STUDY MATERIAL:
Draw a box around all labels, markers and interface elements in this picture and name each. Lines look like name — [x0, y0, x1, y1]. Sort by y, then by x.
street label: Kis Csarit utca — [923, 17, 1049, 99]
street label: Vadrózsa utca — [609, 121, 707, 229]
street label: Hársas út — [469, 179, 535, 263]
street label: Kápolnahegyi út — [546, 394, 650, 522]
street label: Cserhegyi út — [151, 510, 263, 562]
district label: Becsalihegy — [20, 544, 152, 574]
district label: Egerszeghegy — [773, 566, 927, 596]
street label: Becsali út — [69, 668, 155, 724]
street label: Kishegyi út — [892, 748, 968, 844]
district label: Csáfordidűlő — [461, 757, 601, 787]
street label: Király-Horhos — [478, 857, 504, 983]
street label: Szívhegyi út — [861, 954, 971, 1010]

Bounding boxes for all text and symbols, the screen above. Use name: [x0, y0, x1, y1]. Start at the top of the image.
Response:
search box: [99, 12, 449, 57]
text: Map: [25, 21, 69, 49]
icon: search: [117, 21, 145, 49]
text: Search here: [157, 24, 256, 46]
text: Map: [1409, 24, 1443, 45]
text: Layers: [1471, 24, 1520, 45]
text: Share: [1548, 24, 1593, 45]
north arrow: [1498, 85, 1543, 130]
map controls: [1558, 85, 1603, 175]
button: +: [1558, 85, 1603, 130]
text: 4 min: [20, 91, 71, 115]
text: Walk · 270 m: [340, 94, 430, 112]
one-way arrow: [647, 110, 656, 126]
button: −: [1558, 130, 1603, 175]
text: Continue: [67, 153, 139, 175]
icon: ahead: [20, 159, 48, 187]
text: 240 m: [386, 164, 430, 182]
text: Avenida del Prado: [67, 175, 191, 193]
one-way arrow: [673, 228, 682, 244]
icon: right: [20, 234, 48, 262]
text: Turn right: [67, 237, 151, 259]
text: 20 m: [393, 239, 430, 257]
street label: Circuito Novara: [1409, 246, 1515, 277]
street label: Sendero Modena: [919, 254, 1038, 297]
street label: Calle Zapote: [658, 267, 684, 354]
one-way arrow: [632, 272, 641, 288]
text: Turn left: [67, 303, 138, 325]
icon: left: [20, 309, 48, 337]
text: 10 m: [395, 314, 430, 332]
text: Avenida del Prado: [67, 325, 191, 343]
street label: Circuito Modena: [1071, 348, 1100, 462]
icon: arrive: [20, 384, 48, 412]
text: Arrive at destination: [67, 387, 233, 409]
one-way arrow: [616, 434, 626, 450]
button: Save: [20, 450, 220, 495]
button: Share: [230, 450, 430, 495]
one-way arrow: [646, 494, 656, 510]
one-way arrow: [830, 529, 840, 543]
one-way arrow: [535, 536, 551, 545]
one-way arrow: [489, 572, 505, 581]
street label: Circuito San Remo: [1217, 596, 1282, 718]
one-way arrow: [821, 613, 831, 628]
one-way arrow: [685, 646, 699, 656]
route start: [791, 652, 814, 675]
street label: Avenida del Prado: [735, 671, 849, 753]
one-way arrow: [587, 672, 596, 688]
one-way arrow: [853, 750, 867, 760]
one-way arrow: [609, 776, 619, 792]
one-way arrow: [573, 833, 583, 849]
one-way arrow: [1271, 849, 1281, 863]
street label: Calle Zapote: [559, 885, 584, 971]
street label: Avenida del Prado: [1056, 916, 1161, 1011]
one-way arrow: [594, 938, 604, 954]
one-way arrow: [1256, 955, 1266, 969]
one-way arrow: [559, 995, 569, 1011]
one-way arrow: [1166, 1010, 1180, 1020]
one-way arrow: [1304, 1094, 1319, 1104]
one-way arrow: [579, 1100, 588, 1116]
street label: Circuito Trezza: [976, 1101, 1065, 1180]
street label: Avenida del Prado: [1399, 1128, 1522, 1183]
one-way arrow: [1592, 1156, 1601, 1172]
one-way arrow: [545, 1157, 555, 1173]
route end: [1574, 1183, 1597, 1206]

TASK INSTRUCTIONS:
Repeat the whole listing above, word for word.

ANSWER BOX:
Draw a box around all labels, markers and interface elements in this picture and name each. Lines look like name — [x0, y0, x1, y1]. Sort by y, then by x.
street label: Kis Csarit utca — [923, 17, 1049, 99]
street label: Vadrózsa utca — [609, 121, 707, 229]
street label: Hársas út — [469, 179, 535, 263]
street label: Kápolnahegyi út — [546, 394, 650, 522]
street label: Cserhegyi út — [151, 510, 263, 562]
district label: Becsalihegy — [20, 544, 152, 574]
district label: Egerszeghegy — [773, 566, 927, 596]
street label: Becsali út — [69, 668, 155, 724]
street label: Kishegyi út — [892, 748, 968, 844]
district label: Csáfordidűlő — [461, 757, 601, 787]
street label: Király-Horhos — [478, 857, 504, 983]
street label: Szívhegyi út — [861, 954, 971, 1010]

Bounding boxes for all text and symbols, the screen above. Use name: [x0, y0, x1, y1]. Start at the top of the image.
Response:
search box: [99, 12, 449, 57]
text: Map: [25, 21, 69, 49]
icon: search: [117, 21, 145, 49]
text: Search here: [157, 24, 256, 46]
text: Map: [1409, 24, 1443, 45]
text: Layers: [1471, 24, 1520, 45]
text: Share: [1548, 24, 1593, 45]
north arrow: [1498, 85, 1543, 130]
map controls: [1558, 85, 1603, 175]
button: +: [1558, 85, 1603, 130]
text: 4 min: [20, 91, 71, 115]
text: Walk · 270 m: [340, 94, 430, 112]
one-way arrow: [647, 110, 656, 126]
button: −: [1558, 130, 1603, 175]
text: Continue: [67, 153, 139, 175]
icon: ahead: [20, 159, 48, 187]
text: 240 m: [386, 164, 430, 182]
text: Avenida del Prado: [67, 175, 191, 193]
one-way arrow: [673, 228, 682, 244]
icon: right: [20, 234, 48, 262]
text: Turn right: [67, 237, 151, 259]
text: 20 m: [393, 239, 430, 257]
street label: Circuito Novara: [1409, 246, 1515, 277]
street label: Sendero Modena: [919, 254, 1038, 297]
street label: Calle Zapote: [658, 267, 684, 354]
one-way arrow: [632, 272, 641, 288]
text: Turn left: [67, 303, 138, 325]
icon: left: [20, 309, 48, 337]
text: 10 m: [395, 314, 430, 332]
text: Avenida del Prado: [67, 325, 191, 343]
street label: Circuito Modena: [1071, 348, 1100, 462]
icon: arrive: [20, 384, 48, 412]
text: Arrive at destination: [67, 387, 233, 409]
one-way arrow: [616, 434, 626, 450]
button: Save: [20, 450, 220, 495]
button: Share: [230, 450, 430, 495]
one-way arrow: [646, 494, 656, 510]
one-way arrow: [830, 529, 840, 543]
one-way arrow: [535, 536, 551, 545]
one-way arrow: [489, 572, 505, 581]
street label: Circuito San Remo: [1217, 596, 1282, 718]
one-way arrow: [821, 613, 831, 628]
one-way arrow: [685, 646, 699, 656]
route start: [791, 652, 814, 675]
street label: Avenida del Prado: [735, 671, 849, 753]
one-way arrow: [587, 672, 596, 688]
one-way arrow: [853, 750, 867, 760]
one-way arrow: [609, 776, 619, 792]
one-way arrow: [573, 833, 583, 849]
one-way arrow: [1271, 849, 1281, 863]
street label: Calle Zapote: [559, 885, 584, 971]
street label: Avenida del Prado: [1056, 916, 1161, 1011]
one-way arrow: [594, 938, 604, 954]
one-way arrow: [1256, 955, 1266, 969]
one-way arrow: [559, 995, 569, 1011]
one-way arrow: [1166, 1010, 1180, 1020]
one-way arrow: [1304, 1094, 1319, 1104]
one-way arrow: [579, 1100, 588, 1116]
street label: Circuito Trezza: [976, 1101, 1065, 1180]
street label: Avenida del Prado: [1399, 1128, 1522, 1183]
one-way arrow: [1592, 1156, 1601, 1172]
one-way arrow: [545, 1157, 555, 1173]
route end: [1574, 1183, 1597, 1206]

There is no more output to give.